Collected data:
──────────────────────────────
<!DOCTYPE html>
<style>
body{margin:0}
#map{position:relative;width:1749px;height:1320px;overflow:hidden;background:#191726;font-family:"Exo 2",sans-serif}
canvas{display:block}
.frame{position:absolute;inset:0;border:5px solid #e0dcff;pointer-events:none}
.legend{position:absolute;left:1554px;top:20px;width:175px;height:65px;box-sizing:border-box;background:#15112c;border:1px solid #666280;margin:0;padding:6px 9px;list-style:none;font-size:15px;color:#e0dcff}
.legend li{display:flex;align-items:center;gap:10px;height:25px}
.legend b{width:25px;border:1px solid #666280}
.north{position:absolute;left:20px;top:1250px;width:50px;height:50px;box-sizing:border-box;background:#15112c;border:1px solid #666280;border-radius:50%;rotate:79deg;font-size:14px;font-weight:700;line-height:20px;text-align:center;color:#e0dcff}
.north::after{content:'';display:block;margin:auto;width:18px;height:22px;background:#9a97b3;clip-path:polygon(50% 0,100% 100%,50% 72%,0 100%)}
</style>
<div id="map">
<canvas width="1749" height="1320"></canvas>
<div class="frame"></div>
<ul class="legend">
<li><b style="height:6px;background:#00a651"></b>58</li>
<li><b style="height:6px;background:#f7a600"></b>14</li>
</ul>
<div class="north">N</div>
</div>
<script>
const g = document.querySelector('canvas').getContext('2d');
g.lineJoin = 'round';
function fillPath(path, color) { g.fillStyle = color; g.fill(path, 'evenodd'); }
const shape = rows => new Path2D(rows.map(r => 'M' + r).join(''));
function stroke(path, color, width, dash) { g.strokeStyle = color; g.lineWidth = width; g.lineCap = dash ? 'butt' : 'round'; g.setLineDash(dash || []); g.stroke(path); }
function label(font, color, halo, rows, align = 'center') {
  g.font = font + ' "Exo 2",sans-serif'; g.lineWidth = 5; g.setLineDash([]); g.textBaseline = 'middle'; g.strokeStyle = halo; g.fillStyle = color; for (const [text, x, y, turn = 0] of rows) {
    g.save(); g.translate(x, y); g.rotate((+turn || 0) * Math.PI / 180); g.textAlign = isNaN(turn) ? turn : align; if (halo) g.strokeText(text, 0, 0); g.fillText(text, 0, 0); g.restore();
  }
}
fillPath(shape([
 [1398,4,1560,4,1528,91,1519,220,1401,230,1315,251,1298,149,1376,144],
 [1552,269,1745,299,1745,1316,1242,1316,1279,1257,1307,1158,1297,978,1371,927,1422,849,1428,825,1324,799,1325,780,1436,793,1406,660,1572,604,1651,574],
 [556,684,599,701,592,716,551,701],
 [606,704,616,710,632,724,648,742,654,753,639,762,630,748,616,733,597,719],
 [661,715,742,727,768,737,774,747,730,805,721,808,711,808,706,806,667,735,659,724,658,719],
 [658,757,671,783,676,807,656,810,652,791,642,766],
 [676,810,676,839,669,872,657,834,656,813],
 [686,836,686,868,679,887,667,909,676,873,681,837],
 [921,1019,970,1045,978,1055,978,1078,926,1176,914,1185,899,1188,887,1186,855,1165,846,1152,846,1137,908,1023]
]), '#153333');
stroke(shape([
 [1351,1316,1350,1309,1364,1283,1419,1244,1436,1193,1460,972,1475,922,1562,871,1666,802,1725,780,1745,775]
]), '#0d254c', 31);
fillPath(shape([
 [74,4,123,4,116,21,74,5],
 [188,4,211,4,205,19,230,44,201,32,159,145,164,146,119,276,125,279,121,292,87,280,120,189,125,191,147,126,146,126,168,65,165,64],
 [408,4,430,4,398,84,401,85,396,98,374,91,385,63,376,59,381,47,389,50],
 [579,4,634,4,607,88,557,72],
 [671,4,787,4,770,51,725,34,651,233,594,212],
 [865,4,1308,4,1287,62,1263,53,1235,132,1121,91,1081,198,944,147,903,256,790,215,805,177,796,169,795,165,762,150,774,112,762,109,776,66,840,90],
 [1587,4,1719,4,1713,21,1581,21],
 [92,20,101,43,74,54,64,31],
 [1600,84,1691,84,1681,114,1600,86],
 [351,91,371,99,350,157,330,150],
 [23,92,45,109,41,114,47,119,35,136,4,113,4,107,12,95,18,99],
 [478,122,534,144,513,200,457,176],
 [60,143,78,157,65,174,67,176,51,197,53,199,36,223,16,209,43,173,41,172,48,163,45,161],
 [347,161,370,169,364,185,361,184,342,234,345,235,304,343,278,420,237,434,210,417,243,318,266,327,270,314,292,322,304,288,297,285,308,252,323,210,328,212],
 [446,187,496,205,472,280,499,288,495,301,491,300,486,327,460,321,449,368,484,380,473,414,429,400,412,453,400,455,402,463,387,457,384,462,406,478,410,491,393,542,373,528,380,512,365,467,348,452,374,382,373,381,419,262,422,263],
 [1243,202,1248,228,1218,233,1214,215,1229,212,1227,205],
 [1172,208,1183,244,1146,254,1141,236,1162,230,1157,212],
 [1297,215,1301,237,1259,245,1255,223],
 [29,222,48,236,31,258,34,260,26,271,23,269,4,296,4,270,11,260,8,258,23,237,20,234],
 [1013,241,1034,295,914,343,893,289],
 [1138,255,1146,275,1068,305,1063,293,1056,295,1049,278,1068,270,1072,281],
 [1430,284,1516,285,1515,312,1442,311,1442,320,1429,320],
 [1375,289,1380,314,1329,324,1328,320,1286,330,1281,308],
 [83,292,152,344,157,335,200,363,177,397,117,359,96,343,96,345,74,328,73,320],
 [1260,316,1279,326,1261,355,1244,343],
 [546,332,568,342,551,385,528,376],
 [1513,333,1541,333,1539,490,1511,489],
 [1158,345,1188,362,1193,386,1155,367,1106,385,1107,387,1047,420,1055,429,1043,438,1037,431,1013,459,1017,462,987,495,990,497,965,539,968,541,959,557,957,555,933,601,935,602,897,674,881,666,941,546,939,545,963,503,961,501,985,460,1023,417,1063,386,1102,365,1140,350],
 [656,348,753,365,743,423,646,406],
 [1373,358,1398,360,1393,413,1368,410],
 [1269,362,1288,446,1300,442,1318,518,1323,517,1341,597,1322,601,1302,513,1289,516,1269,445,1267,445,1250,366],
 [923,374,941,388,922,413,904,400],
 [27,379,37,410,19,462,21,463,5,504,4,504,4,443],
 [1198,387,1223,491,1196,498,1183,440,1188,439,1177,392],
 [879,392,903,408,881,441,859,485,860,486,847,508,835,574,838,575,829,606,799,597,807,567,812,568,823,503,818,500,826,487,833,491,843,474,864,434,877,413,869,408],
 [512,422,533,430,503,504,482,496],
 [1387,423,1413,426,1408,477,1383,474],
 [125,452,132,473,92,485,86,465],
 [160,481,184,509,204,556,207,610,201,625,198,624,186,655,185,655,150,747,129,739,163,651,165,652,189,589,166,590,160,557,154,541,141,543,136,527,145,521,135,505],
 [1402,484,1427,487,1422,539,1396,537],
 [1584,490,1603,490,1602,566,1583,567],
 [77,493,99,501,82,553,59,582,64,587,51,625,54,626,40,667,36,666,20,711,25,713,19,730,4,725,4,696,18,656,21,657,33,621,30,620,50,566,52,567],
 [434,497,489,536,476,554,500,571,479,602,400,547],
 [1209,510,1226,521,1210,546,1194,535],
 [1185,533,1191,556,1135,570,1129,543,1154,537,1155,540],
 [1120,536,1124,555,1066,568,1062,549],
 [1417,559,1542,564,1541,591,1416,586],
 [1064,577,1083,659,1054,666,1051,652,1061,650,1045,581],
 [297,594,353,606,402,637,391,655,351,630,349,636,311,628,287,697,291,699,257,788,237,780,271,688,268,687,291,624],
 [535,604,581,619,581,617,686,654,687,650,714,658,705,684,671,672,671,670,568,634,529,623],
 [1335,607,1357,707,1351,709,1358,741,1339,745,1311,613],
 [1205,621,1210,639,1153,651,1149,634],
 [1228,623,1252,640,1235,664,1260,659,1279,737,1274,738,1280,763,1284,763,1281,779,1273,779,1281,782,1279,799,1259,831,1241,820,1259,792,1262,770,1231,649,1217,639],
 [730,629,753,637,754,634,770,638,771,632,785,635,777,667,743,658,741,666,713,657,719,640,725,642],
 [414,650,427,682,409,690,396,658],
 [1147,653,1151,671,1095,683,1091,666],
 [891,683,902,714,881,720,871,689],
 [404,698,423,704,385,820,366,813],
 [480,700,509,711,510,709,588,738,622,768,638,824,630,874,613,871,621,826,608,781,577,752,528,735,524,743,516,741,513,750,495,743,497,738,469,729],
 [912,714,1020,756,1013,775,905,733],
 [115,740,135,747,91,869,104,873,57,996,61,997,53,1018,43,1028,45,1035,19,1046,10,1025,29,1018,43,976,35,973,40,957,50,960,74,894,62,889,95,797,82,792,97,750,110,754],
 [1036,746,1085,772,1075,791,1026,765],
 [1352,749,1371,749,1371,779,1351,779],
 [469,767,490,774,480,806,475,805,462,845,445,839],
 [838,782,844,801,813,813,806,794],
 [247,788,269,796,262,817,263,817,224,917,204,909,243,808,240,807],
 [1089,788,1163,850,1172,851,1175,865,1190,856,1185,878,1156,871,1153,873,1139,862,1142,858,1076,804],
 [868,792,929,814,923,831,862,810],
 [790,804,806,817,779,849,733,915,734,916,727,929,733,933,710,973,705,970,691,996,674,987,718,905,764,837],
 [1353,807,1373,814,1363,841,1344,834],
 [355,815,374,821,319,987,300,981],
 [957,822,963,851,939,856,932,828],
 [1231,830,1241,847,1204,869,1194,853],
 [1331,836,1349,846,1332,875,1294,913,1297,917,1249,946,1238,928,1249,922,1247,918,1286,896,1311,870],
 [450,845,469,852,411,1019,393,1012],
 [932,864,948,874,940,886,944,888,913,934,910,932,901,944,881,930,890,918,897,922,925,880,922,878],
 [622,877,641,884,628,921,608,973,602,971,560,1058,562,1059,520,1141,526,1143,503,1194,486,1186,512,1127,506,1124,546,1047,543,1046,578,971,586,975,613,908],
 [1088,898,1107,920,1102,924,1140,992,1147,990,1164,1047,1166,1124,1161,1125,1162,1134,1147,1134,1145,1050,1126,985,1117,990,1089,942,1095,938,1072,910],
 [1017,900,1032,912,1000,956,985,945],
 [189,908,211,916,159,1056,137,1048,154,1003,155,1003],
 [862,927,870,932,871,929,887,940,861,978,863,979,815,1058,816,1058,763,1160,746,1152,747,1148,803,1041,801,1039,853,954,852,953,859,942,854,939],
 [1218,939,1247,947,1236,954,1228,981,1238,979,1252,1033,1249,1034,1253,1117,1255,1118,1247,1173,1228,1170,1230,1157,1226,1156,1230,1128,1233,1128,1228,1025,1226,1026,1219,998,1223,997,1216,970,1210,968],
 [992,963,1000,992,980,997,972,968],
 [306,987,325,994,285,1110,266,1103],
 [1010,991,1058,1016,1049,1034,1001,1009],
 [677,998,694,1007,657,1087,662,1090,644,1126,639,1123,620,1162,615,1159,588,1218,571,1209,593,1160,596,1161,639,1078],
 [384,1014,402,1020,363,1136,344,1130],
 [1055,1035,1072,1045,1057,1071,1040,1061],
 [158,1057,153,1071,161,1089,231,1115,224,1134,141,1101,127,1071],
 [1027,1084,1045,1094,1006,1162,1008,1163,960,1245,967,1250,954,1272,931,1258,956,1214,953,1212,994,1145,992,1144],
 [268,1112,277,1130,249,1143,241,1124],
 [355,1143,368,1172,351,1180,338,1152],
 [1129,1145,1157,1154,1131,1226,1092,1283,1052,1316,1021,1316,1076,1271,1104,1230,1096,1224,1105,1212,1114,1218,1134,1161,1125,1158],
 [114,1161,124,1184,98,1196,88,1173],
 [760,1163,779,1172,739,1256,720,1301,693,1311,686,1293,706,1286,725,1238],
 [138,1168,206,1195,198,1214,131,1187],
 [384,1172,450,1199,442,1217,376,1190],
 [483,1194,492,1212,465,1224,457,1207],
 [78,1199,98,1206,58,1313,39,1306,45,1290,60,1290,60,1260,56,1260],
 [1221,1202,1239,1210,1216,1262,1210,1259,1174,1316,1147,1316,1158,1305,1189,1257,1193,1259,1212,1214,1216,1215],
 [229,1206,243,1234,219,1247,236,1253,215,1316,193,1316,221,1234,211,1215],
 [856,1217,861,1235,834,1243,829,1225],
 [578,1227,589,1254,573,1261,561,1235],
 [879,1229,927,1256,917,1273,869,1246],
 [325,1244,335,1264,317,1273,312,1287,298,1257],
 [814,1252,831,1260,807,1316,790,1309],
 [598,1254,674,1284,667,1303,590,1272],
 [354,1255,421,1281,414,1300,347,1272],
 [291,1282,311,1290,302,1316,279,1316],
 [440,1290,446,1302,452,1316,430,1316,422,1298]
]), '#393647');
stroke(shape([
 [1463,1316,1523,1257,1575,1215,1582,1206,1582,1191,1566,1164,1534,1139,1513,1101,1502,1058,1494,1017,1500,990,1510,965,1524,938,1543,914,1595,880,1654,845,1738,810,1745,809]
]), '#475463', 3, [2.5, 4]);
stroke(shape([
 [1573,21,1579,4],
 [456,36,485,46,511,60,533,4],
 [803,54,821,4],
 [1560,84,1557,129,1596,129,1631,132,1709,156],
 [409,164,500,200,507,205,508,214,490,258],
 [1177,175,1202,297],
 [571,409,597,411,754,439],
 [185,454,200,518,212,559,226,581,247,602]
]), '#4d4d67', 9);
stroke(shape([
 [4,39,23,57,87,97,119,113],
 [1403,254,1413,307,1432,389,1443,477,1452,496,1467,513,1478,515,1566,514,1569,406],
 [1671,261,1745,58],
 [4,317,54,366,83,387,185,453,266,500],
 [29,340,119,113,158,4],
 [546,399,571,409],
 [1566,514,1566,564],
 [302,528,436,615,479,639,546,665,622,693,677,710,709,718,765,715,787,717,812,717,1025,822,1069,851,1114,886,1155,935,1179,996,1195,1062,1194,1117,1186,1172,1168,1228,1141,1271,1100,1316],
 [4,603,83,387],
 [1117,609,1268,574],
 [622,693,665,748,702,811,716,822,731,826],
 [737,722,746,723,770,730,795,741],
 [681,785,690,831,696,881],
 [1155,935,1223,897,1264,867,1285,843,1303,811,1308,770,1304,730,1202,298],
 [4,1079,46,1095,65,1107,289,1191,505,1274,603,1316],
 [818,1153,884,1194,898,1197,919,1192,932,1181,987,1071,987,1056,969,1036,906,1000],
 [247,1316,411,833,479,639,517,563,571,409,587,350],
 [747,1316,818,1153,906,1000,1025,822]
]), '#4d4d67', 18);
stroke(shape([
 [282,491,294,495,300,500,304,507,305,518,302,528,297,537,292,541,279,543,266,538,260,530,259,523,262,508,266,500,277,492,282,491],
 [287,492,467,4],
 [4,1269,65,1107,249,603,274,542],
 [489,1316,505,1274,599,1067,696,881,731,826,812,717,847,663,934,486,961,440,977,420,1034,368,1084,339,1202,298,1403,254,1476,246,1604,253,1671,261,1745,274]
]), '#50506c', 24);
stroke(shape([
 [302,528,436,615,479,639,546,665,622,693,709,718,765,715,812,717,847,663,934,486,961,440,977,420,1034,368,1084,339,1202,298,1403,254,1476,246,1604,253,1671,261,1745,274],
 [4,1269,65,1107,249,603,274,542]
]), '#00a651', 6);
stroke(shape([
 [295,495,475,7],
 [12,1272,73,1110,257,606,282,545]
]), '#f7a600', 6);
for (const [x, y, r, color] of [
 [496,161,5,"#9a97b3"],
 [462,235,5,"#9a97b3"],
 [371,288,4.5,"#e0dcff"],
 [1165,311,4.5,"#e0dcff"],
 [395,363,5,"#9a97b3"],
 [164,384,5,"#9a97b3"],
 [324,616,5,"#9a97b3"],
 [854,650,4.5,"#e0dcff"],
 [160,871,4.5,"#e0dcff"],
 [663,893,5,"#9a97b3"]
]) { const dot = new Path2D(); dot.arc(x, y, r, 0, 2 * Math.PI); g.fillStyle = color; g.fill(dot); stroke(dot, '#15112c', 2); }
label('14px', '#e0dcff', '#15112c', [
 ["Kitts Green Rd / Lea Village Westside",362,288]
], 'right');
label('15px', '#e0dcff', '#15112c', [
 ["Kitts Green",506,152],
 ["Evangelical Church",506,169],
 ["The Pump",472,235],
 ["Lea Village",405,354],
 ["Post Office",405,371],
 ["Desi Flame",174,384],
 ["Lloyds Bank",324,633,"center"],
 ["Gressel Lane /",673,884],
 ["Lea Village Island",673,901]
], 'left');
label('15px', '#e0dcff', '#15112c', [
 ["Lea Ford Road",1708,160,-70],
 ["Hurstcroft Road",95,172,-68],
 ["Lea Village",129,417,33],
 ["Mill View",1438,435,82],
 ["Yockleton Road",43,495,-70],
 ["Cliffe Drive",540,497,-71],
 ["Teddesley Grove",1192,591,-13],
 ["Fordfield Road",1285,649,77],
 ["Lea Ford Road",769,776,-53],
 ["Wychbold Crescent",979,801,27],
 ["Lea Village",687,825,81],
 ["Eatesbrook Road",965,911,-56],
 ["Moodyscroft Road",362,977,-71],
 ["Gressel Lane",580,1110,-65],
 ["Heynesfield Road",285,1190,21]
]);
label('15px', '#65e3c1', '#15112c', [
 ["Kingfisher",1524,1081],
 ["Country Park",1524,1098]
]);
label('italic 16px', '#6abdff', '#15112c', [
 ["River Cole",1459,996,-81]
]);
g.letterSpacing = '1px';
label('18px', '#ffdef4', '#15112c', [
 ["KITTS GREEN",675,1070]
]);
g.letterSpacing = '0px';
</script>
──────────────────────────────
WHAT TO DO
Return every line above where "function" appears.

REPLY TO THE TASK
function fillPath(path, color) { g.fillStyle = color; g.fill(path, 'evenodd'); }
function stroke(path, color, width, dash) { g.strokeStyle = color; g.lineWidth = width; g.lineCap = dash ? 'butt' : 'round'; g.setLineDash(dash || []); g.stroke(path); }
function label(font, color, halo, rows, align = 'center') {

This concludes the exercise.